ENTRIES SUPPLIED:
——

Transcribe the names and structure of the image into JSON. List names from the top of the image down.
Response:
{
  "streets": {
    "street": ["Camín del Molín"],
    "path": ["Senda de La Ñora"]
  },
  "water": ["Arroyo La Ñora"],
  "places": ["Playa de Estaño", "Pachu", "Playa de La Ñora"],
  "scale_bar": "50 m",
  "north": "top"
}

——

TASK PROMPT: All of the records need to be returned exactly as they are.

EXERCISE ANSWER:
Transcribe the names and structure of the image into JSON. List names from the top of the image down.
Response:
{
  "streets": {
    "street": ["Camín del Molín"],
    "path": ["Senda de La Ñora"]
  },
  "water": ["Arroyo La Ñora"],
  "places": ["Playa de Estaño", "Pachu", "Playa de La Ñora"],
  "scale_bar": "50 m",
  "north": "top"
}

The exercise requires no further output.